🛠️ yt_playlist_transcript: Extract full transcripts from YouTube playlists into a single text fil

#youtube #transcript #productivity

YouTube Playlist Transcript Tool

This simple command-line tool downloads the full transcript from every video in a YouTube playlist and saves them into a single merged text file. It uses open source libraries to fetch video metadata, extract available transcripts, and combine them with clear section headers for readability.

Features

Automatically processes all videos in a public YouTube playlist
Fetches auto-generated or manually created transcripts where available
Each video's transcript is prefixed with its title and video URL
Outputs a clean, organized .txt file suitable for reading or further processing
Lightweight and dependency-managed via standard Python packages

Installation

You'll need Python 3.7+ installed. Install required packages using:

pip install youtube-transcript-api pytube

Usage

Run the script from the command line:

python main.py --playlist-url "https://www.youtube.com/playlist?list=..." --output output.txt

The tool will fetch all video IDs from the playlist, attempt to retrieve their transcripts, and save everything into the specified output file. If a video doesn’t have a transcript available, it will log a warning and continue with the next.

Output Format

Each transcript section looks like:

=== Video: [Title] ===
URL: https://youtu.be/abc123
Transcript:
[Full text here...]

---

This structure makes it easy to parse later or simply read through.

Notes

Only works with playlists that are public and have transcripts enabled
Transcripts depend on YouTube's availability (either auto-generated or provided by creators)
Respect content copyrights — this tool is intended for personal or research use

Dependencies

pytube: For extracting playlist and video metadata
youtube-transcript-api: To fetch actual transcript text

No API key is needed, making setup fast and simple.

License

MIT — feel free to modify or extend.

import argparse
import os
from youtube_transcript_api import YouTubeTranscriptApi
from pytube import Playlist


def get_transcript(video_id):
    try:
        transcript = YouTubeTranscriptApi.get_transcript(video_id)
        return ' '.join([t['text'] for t in transcript])
    except Exception as e:
        return None


def process_playlist(playlist_url, output_file):
    playlist = Playlist(playlist_url)

    with open(output_file, 'w', encoding='utf-8') as f:
        f.write(f"# Transcript dump from YouTube playlist\n# URL: {playlist_url}\n\n")
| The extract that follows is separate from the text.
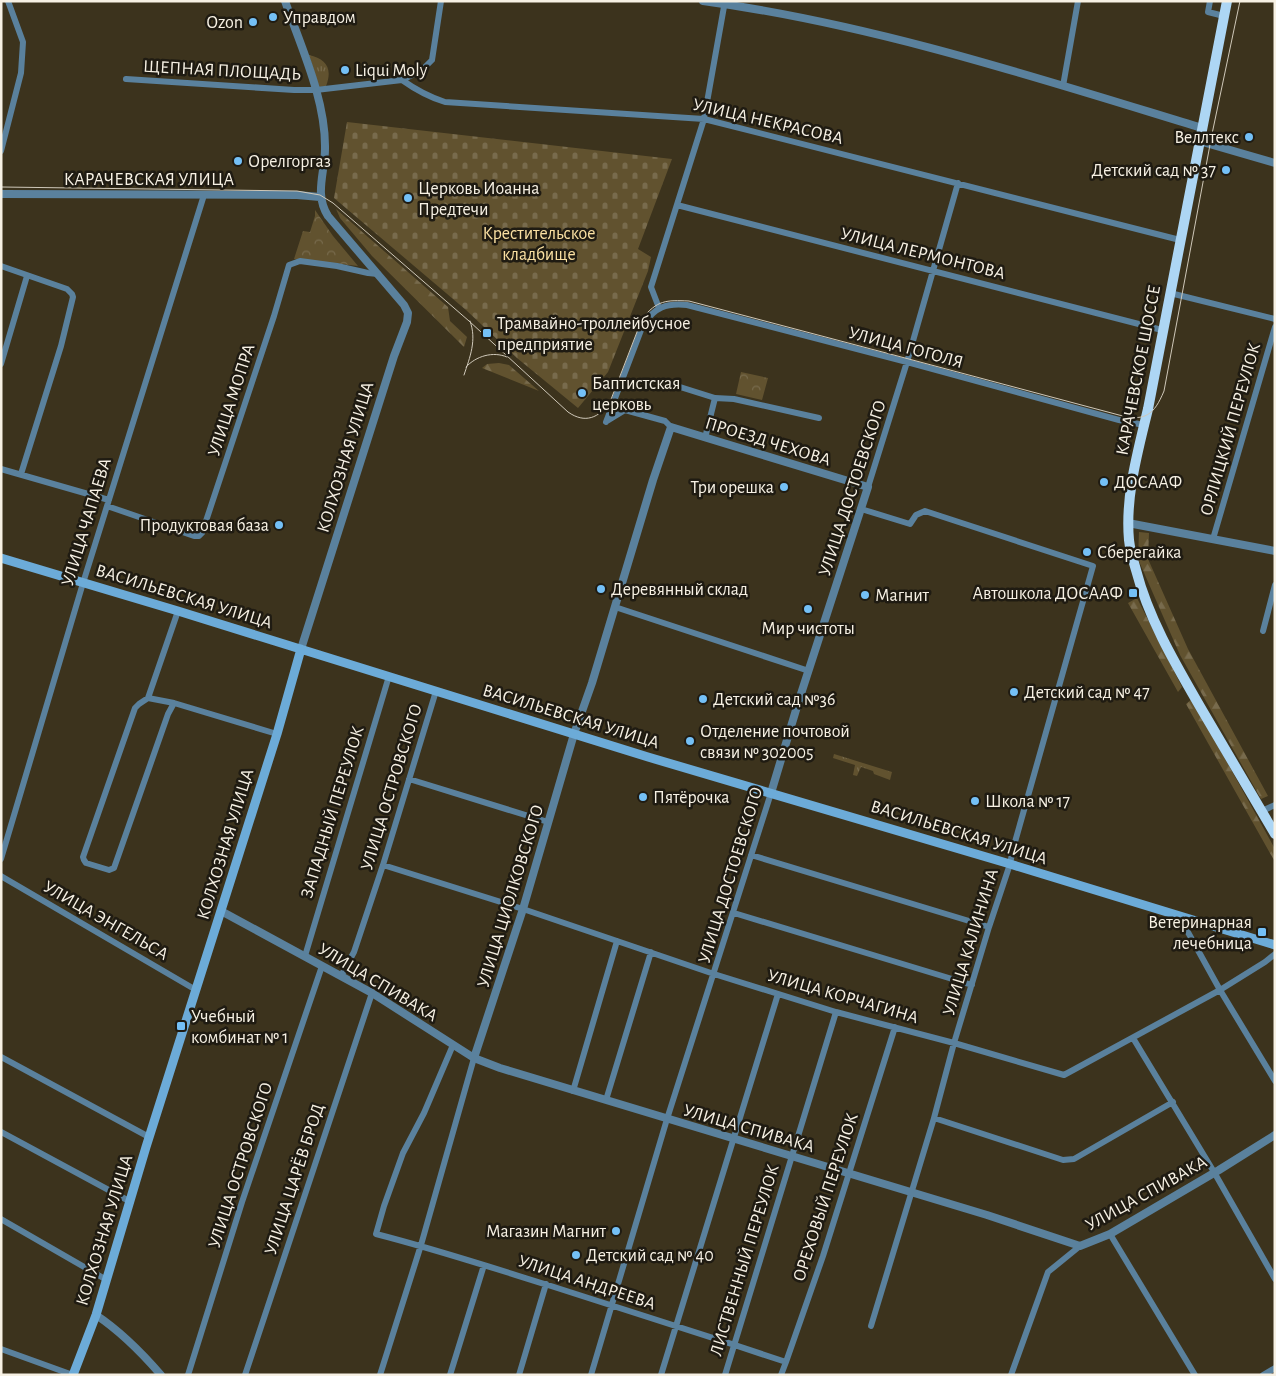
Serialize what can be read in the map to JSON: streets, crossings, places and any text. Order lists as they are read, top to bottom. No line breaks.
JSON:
{"streets":{"highway":["КАРАЧЕВСКОЕ ШОССЕ"],"main road":["КОЛХОЗНАЯ УЛИЦА","ВАСИЛЬЕВСКАЯ УЛИЦА"],"street":["ЩЕПНАЯ ПЛОЩАДЬ","УЛИЦА НЕКРАСОВА","КАРАЧЕВСКАЯ УЛИЦА","УЛИЦА ЛЕРМОНТОВА","УЛИЦА ГОГОЛЯ","УЛИЦА МОПРА","ОРЛИЦКИЙ ПЕРЕУЛОК","ПРОЕЗД ЧЕХОВА","УЛИЦА ДОСТОЕВСКОГО","УЛИЦА ЧАПАЕВА","УЛИЦА ОСТРОВСКОГО","ЗАПАДНЫЙ ПЕРЕУЛОК","УЛИЦА ЦИОЛКОВСКОГО","УЛИЦА ЭНГЕЛЬСА","УЛИЦА КАЛИНИНА","УЛИЦА СПИВАКА","УЛИЦА КОРЧАГИНА","УЛИЦА ЦАРЁВ БРОД","ОРЕХОВЫЙ ПЕРЕУЛОК","ЛИСТВЕННЫЙ ПЕРЕУЛОК","УЛИЦА АНДРЕЕВА"]},"crossings":[["УЛИЦА НЕКРАСОВА","КАРАЧЕВСКОЕ ШОССЕ"],["УЛИЦА НЕКРАСОВА","УЛИЦА ДОСТОЕВСКОГО"],["КАРАЧЕВСКАЯ УЛИЦА","УЛИЦА ЧАПАЕВА"],["УЛИЦА ЛЕРМОНТОВА","КАРАЧЕВСКОЕ ШОССЕ"],["УЛИЦА ЛЕРМОНТОВА","УЛИЦА ДОСТОЕВСКОГО"],["УЛИЦА ГОГОЛЯ","КАРАЧЕВСКОЕ ШОССЕ"],["УЛИЦА ГОГОЛЯ","ПРОЕЗД ЧЕХОВА"],["УЛИЦА ГОГОЛЯ","УЛИЦА ДОСТОЕВСКОГО"],["УЛИЦА МОПРА","КОЛХОЗНАЯ УЛИЦА"],["УЛИЦА МОПРА","УЛИЦА ЧАПАЕВА"],["ПРОЕЗД ЧЕХОВА","УЛИЦА ДОСТОЕВСКОГО"],["ПРОЕЗД ЧЕХОВА","УЛИЦА ЦИОЛКОВСКОГО"],["КОЛХОЗНАЯ УЛИЦА","ВАСИЛЬЕВСКАЯ УЛИЦА"],["КОЛХОЗНАЯ УЛИЦА","УЛИЦА ЭНГЕЛЬСА"],["КОЛХОЗНАЯ УЛИЦА","УЛИЦА СПИВАКА"],["УЛИЦА ДОСТОЕВСКОГО","ВАСИЛЬЕВСКАЯ УЛИЦА"],["УЛИЦА ДОСТОЕВСКОГО","УЛИЦА КАЛИНИНА"],["УЛИЦА ДОСТОЕВСКОГО","УЛИЦА СПИВАКА"],["УЛИЦА ДОСТОЕВСКОГО","УЛИЦА КОРЧАГИНА"],["УЛИЦА ДОСТОЕВСКОГО","УЛИЦА АНДРЕЕВА"],["УЛИЦА ЧАПАЕВА","ВАСИЛЬЕВСКАЯ УЛИЦА"],["ВАСИЛЬЕВСКАЯ УЛИЦА","УЛИЦА ОСТРОВСКОГО"],["ВАСИЛЬЕВСКАЯ УЛИЦА","ЗАПАДНЫЙ ПЕРЕУЛОК"],["ВАСИЛЬЕВСКАЯ УЛИЦА","УЛИЦА ЦИОЛКОВСКОГО"],["ВАСИЛЬЕВСКАЯ УЛИЦА","УЛИЦА КАЛИНИНА"],["УЛИЦА ОСТРОВСКОГО","УЛИЦА СПИВАКА"],["УЛИЦА ОСТРОВСКОГО","УЛИЦА КОРЧАГИНА"],["ЗАПАДНЫЙ ПЕРЕУЛОК","УЛИЦА СПИВАКА"],["УЛИЦА ЦИОЛКОВСКОГО","УЛИЦА СПИВАКА"],["УЛИЦА ЦИОЛКОВСКОГО","УЛИЦА КОРЧАГИНА"],["УЛИЦА ЦИОЛКОВСКОГО","УЛИЦА АНДРЕЕВА"],["УЛИЦА КАЛИНИНА","УЛИЦА СПИВАКА"],["УЛИЦА КАЛИНИНА","УЛИЦА КОРЧАГИНА"],["УЛИЦА СПИВАКА","УЛИЦА ЦАРЁВ БРОД"],["УЛИЦА СПИВАКА","ОРЕХОВЫЙ ПЕРЕУЛОК"],["УЛИЦА СПИВАКА","ЛИСТВЕННЫЙ ПЕРЕУЛОК"],["УЛИЦА СПИВАКА","УЛИЦА АНДРЕЕВА"],["УЛИЦА КОРЧАГИНА","ОРЕХОВЫЙ ПЕРЕУЛОК"],["УЛИЦА КОРЧАГИНА","ЛИСТВЕННЫЙ ПЕРЕУЛОК"],["ОРЕХОВЫЙ ПЕРЕУЛОК","УЛИЦА АНДРЕЕВА"],["ЛИСТВЕННЫЙ ПЕРЕУЛОК","УЛИЦА АНДРЕЕВА"]],"parks":["Крестительское кладбище"],"places":{"other":["Управдом","Ozon","Liqui Moly","Веллтекс","Орелгоргаз","Детский сад № 37","Церковь Иоанна Предтечи","Баптистская церковь","ДОСААФ","Три орешка","Продуктовая база","Сберегайка","Деревянный склад","Магнит","Мир чистоты","Детский сад № 47","Детский сад №36","Отделение почтовой связи № 302005","Пятёрочка","Школа № 17","Магазин Магнит","Детский сад № 40"],"transit":["Трамвайно-троллейбусное предприятие","Автошкола ДОСААФ","Ветеринарная лечебница","Учебный комбинат № 1"]}}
        for url in playlist.video_urls:
            video_id = url.split('v=')[-1]
            title = "Unknown Title"

            try:
                title = playlist.title  # pytube may not load individual titles directly
                # Extract title safely
                tmp = url.split('v=')[-1].split('&')[0]
                # Better title fetch would require individual Video object
            except:
                pass

            print(f"Processing: {url}")
            transcript = get_transcript(video_id)
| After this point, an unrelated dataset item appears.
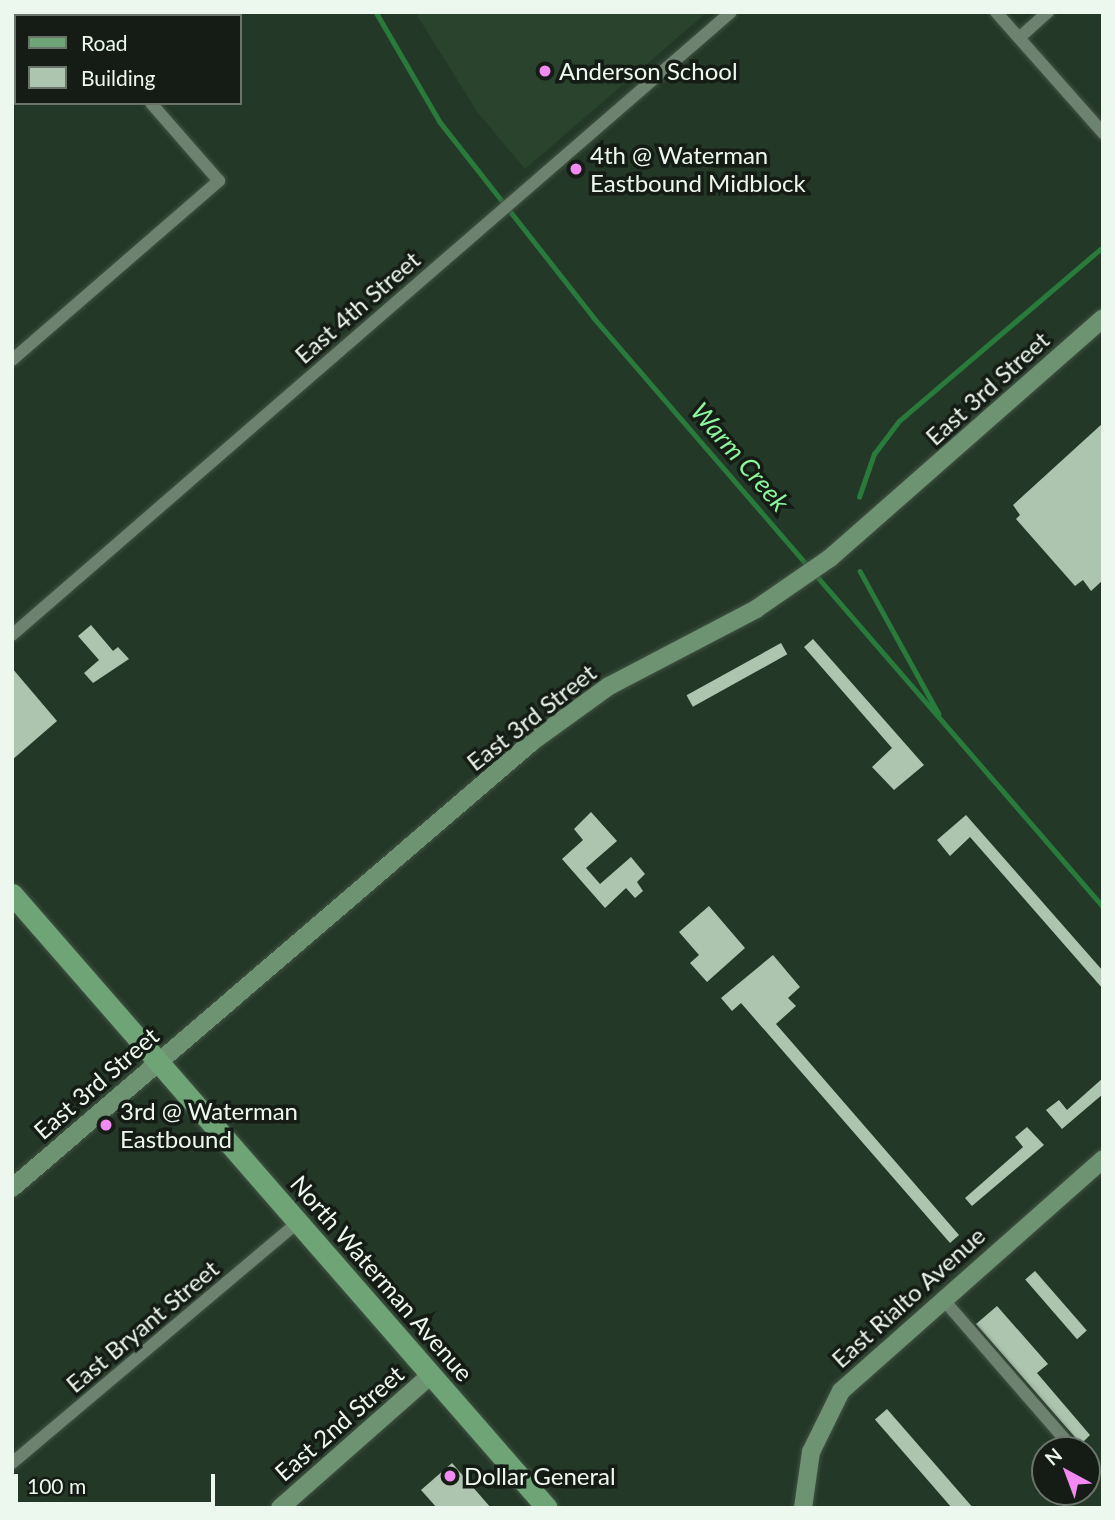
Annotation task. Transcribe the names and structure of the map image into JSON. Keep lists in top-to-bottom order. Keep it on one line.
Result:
{"streets":{"main road":["East 3rd Street","North Waterman Avenue","East Rialto Avenue","East 2nd Street"],"street":["East 4th Street","East Bryant Street"]},"crossings":[["East 3rd Street","North Waterman Avenue"],["North Waterman Avenue","East Bryant Street"],["North Waterman Avenue","East 2nd Street"]],"water":["Warm Creek"],"places":["Anderson School","4th @ Waterman Eastbound Midblock","3rd @ Waterman Eastbound","Dollar General"],"legend":["Road","Building"],"scale_bar":"100 m","north":"top left"}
            if transcript:
                f.write(f"=== Video: {title} ===\n")
                f.write(f"URL: {url}\n")
                f.write(f"Transcript:\n{transcript}\n\n---\n\n")
            else:
                f.write(f"=== Video: {title} ===\n")
                f.write(f"URL: {url}\n")
                f.write(f"[Transcript not available]\n\n---\n\n")

    print(f"\nTranscripts saved to {output_file}")


if __name__ == '__main__':
    parser = argparse.ArgumentParser(description='Fetch transcripts from all videos in a YouTube playlist.')
    parser.add_argument('--playlist-url', type=str, required=True, help='URL of the YouTube playlist')
    parser.add_argument('--output', type=str, default='transcript_output.txt', help='Output file path')

    args = parser.parse_args()

    process_playlist(args.playlist_url, args.output)